Following this research program, this paper aims to implement the gandhian principles of non-violence in order to solve the difficulties encountered by IR reflexivist scholars dealing with the problem of diversity. In theoretical terms, non-violence offers an alternative to the subject-object dichotomy by endowing the designed “victims” with the responsibility of the relationship. In practical terms, this implementation embodies the pluralism and dialogue that the literature aims to promote by integrating to non-European sources’ methodological practices.


Hamit Bozarslan (EHESS)

Ibn Khaldûn, la violence et la guerre

Le penseur et historien magrébin Ibn Khaldûn (m. 1406) a proposé une lecture originale du pouvoir. Il ne fait guère de distinction entre la violence interne et la guerre opposant les Etats entre eux. Mais sa théorie a de nombreuses implications dans le domaine de relations internationales : ainsi, selon lui, un prince affaibli en interne cherchera des protecteurs, mal-islamisés voire chrétiens, dont il deviendra inévitablement le client. Plus important encore, le pouvoir est systématiquement associé dans sa lecture à un groupe ethnique (ou « macro-ethnique »). Les rapports interethniques dont il a une conscience aigue, sont en réalité des rapports de domination.
Par cette approche, Ibn Khaldûn s’éloigne très nettement de l’héritage des légistes musulmans des 7ème- 10ème siècles qui avaient divisé le monde en trois espaces : la « maison de la Paix » dominée par les musulmans où le recours à la violence est strictement banni, la « Maison de la Guerre » et la « Maison de la trêve ». Dès lors, les rapports interétatiques apparaissent non pas comme ceux opposant les musulmans aux chrétiens, mais comme des rapports de pouvoir « internationaux » au sens étymologique du terme. Les dominés, privés de pouvoir ainsi que de tout destin historique sont condamnés à un épuisement certain par dépit ou par les conditions mélancoliques auxquels ils se trouvent condamnés.
 
Ibn Khaldûn, violence and war

North-African historian Ibn Khaldûn (d. 1406) proposed an original take on power. He makes little distinction between domestic violence and inter-state violence. However, his theory has numerous implications in the field of international relations : according to him, a Prince who is weakened domestically is bound to seek protectors, whether poorly Islamized or even Christian, and will inevitably become their client. More importantly, in his understanding, power is systematically associated to an ethnic (or « macro-ethnic ») group. Interethnic relations, of which he has an acute awareness, are in fact domination relations.
With this approach, Ibn Khaldûn clearly departs from the legacy of Muslim jurists from the 7th-10th centuries, who had divided the world into three areas : the « House of Peace », dominated by Muslims, where the resort to violence is strictly prohibited ; the « House of War », and the « House of Truce ». Interstate relations therefore no longer appear as opposing Muslims against Christians, but as « international » power relationships in the etymological sense of the term. Those who are dominated, deprived from power but also from any historical destiny, are condemned to an unavoidable exhaustion due to the disappointment or to the melancholic condition to which they find themselves confined.

 
Isabel Ruck (Sciences Po Paris – CERI) et Timothy Poirson (St. Andrews University, UK)

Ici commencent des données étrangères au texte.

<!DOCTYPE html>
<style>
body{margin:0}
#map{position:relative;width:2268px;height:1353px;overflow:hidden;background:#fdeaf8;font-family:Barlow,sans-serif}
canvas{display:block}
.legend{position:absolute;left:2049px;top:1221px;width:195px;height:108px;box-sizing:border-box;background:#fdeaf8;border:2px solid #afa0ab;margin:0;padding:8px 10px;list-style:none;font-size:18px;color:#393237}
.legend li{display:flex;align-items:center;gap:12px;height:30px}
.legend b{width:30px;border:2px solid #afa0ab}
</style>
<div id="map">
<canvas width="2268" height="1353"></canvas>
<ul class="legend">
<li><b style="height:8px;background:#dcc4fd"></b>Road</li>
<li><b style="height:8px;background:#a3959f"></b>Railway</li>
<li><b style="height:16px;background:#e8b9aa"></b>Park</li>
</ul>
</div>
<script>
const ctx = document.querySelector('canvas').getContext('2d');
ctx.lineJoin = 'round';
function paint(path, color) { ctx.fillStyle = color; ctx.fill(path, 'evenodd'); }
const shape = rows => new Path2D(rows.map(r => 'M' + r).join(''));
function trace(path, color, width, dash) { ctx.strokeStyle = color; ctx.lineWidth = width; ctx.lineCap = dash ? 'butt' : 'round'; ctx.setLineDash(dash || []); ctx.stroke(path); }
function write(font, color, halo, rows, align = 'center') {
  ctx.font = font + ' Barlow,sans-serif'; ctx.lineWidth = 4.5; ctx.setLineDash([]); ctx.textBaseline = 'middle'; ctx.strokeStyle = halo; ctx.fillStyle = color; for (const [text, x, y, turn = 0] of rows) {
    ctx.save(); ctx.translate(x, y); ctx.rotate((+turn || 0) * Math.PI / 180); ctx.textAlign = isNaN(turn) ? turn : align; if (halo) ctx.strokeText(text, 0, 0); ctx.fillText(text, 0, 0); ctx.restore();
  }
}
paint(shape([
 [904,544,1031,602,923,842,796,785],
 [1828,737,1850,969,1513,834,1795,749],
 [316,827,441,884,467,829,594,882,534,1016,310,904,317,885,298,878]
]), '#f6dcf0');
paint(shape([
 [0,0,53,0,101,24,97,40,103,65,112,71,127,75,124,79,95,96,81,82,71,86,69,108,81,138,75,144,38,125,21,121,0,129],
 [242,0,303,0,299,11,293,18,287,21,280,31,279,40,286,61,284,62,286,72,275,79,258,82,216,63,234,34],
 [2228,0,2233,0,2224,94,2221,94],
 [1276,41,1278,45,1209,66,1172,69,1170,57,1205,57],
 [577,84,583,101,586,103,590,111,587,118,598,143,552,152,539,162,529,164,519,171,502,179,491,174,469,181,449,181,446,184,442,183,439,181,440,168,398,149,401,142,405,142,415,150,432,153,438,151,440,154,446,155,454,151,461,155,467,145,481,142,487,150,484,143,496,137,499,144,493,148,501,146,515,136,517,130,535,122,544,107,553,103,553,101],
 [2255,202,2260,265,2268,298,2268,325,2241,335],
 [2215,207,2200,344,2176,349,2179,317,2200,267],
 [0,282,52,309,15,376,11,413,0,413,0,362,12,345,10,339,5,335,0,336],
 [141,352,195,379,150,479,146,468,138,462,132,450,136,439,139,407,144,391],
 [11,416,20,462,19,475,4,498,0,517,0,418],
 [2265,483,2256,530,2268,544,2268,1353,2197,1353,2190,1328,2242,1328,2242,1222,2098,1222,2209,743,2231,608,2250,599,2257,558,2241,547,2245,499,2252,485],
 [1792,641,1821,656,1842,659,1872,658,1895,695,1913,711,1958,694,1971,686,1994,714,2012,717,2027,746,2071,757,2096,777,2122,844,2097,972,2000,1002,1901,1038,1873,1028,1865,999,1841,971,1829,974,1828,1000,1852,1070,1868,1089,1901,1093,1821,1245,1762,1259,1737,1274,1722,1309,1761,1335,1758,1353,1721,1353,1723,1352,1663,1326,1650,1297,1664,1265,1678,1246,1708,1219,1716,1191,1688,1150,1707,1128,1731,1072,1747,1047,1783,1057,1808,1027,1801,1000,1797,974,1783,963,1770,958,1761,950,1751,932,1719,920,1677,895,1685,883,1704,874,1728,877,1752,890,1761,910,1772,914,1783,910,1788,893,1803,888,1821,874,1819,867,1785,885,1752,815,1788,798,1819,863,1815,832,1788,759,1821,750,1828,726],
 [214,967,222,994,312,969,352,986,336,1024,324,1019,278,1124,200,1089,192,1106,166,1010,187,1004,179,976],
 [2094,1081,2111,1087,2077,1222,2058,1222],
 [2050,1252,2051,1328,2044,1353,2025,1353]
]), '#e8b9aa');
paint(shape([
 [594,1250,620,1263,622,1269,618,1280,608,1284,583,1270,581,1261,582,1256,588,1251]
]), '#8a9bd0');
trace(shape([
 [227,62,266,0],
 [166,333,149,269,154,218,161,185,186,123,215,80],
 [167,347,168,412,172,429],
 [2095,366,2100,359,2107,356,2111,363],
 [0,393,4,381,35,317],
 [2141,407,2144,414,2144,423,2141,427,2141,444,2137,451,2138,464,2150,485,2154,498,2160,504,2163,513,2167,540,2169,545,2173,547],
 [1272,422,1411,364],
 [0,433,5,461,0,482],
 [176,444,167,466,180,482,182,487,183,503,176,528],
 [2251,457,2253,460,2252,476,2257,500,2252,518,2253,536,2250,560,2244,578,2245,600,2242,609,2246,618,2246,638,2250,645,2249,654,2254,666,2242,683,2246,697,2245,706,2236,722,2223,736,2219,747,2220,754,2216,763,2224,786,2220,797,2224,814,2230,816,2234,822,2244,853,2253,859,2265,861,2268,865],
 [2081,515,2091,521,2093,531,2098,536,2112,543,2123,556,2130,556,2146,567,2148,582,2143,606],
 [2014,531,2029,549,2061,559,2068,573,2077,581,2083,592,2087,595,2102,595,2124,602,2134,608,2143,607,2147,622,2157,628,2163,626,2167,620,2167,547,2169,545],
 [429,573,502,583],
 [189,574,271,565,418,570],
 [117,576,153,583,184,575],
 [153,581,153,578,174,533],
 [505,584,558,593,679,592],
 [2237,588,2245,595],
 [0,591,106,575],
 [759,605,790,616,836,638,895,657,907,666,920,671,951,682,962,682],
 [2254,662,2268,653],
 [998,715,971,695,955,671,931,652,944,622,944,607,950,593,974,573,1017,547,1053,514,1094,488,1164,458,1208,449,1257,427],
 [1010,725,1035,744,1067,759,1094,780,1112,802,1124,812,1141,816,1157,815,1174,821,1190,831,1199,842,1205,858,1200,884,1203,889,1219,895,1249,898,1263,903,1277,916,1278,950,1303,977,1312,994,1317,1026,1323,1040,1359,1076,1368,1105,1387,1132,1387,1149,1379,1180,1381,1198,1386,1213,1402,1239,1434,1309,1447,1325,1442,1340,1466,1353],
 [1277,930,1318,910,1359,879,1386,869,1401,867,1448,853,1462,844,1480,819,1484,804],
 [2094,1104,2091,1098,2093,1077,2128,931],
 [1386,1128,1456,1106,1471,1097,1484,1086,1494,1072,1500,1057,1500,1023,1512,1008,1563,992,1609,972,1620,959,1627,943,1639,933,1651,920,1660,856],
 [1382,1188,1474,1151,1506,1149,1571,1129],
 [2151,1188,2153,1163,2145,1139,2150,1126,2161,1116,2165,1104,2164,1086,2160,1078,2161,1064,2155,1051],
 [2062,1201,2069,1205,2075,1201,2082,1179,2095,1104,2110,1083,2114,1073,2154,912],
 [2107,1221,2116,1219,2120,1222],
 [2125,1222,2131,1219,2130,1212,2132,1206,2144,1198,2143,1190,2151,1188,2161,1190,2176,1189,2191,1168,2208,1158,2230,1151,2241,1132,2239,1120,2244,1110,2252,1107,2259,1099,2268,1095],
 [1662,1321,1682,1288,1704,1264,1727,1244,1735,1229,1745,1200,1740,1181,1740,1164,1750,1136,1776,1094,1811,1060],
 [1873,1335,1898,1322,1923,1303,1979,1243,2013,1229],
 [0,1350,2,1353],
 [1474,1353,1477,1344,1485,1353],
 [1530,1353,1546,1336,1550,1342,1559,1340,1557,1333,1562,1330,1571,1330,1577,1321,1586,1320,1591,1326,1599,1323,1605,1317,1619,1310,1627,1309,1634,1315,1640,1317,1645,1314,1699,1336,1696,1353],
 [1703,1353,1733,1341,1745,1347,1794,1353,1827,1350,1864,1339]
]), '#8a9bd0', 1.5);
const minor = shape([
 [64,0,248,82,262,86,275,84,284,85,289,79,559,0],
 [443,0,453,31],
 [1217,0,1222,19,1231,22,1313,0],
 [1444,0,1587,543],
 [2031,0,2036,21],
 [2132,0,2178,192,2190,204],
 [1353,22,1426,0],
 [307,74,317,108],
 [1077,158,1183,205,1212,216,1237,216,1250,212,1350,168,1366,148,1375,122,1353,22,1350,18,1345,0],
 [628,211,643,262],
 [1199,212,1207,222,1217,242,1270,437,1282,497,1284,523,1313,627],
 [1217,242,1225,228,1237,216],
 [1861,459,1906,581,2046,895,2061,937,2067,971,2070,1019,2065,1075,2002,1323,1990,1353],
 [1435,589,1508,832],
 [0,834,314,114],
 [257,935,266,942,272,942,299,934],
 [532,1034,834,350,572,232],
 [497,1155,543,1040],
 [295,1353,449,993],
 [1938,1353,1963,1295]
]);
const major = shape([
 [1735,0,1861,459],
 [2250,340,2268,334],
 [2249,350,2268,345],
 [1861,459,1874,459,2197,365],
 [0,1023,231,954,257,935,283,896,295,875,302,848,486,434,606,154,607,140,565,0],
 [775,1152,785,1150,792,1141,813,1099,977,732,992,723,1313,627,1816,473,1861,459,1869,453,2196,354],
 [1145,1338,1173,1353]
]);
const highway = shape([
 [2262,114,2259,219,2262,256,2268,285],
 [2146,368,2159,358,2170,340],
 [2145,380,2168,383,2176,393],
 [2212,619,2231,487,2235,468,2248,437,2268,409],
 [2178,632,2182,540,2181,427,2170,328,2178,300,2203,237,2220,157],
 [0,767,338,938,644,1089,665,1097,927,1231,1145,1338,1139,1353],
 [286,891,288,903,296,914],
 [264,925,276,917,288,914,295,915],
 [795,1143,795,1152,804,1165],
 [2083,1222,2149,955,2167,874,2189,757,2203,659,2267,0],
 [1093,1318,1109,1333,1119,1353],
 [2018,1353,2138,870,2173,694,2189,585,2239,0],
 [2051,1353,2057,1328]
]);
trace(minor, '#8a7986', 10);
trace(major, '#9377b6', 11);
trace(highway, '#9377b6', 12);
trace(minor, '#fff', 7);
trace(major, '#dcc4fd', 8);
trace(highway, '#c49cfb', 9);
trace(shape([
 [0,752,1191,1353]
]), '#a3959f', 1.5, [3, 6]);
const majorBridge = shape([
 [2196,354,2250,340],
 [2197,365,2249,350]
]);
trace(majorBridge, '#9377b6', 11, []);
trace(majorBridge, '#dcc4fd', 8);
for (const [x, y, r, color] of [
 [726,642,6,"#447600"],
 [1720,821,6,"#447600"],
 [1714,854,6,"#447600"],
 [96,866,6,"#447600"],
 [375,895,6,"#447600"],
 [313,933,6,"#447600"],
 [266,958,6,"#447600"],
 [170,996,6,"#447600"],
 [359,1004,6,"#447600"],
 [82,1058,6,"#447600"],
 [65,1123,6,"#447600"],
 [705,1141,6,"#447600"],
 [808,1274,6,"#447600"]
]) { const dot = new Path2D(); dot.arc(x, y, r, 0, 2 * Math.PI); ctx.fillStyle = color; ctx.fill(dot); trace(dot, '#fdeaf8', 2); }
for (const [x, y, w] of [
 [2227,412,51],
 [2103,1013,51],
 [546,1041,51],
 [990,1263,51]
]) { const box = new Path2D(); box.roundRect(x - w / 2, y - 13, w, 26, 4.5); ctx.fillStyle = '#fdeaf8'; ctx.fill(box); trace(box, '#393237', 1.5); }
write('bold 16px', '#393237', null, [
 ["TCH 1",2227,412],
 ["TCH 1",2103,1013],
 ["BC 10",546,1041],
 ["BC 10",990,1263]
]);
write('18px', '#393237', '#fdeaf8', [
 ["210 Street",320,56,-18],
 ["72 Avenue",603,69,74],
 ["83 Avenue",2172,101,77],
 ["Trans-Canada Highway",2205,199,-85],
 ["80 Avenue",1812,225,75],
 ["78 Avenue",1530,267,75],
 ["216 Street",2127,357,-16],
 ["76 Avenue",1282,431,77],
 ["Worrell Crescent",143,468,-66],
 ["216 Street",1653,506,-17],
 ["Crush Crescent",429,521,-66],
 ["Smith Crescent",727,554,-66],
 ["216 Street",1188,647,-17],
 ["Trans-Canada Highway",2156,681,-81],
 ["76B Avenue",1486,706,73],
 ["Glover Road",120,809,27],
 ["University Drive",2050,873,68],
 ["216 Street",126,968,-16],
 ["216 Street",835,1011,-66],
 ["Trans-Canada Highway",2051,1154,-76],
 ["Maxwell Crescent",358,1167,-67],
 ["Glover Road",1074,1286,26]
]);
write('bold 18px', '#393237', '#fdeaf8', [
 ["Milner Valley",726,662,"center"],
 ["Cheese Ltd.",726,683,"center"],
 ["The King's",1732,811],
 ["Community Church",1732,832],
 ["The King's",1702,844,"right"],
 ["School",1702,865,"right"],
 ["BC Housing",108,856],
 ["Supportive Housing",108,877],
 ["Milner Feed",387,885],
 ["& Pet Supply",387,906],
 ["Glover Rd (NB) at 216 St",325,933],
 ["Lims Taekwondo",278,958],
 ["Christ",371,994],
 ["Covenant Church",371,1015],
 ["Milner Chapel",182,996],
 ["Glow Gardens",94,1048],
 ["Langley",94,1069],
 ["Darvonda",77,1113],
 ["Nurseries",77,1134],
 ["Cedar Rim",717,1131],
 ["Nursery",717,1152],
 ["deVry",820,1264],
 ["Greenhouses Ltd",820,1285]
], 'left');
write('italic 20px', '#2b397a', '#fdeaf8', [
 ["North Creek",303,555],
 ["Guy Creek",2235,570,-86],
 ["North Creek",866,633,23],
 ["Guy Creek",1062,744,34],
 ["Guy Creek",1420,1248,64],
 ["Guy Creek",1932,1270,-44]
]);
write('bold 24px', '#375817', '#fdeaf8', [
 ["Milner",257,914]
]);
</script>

Les Relations Internationales comme Système Culturel: Comprendre l’émergence d’approches contestataires pour l’étude des Relations Internationales

Notre étude part du constat qu’il n’existe pas de Relations Internationales (RI) occidentales ou non-occidentales. Poser le problème dans ces termes culturalistes, comporte le risque d’un enfermement intellectuel dans des catégories conceptuelles en considérant ces dernières comme des vérités absolues.  Rien ne serait plus fatal pour l’analyse des RI, puisqu’une approche culturaliste s’inscrit dans la continuité des fantasmes des acteurs les plus intégristes des deux côtés du spectre des RI. Devant ce fait, notre étude propose de promouvoir l’utilité des méthodes interprétatives pour rendre compte de l’émergence de nouvelles approches des Relations Internationales. Ainsi, nous croyons pouvoir (a) tracer comment les différents systèmes de signification des Relations Internationales sont socialement construits et exprimés, et  (b) expliquer les dissonances sociales et politiques qui peuvent surgir lorsque ces systèmes ne parviennent pas à fournir des interprétations convaincantes des événements mondiaux, ou lorsque des systèmes de signification opposants entrent en collision et en concurrence. Dans un premier temps, nous étudierons les RI comme système culturel, puis nous analyserons la construction sociale des différents systèmes de signification au sein des RI. Enfin, nous montrerons comment et pourquoi les interprétations de certains groupes au sein de différents systèmes de significations peuvent converger, créant ainsi des contre-courants envers les systèmes de signification dominants.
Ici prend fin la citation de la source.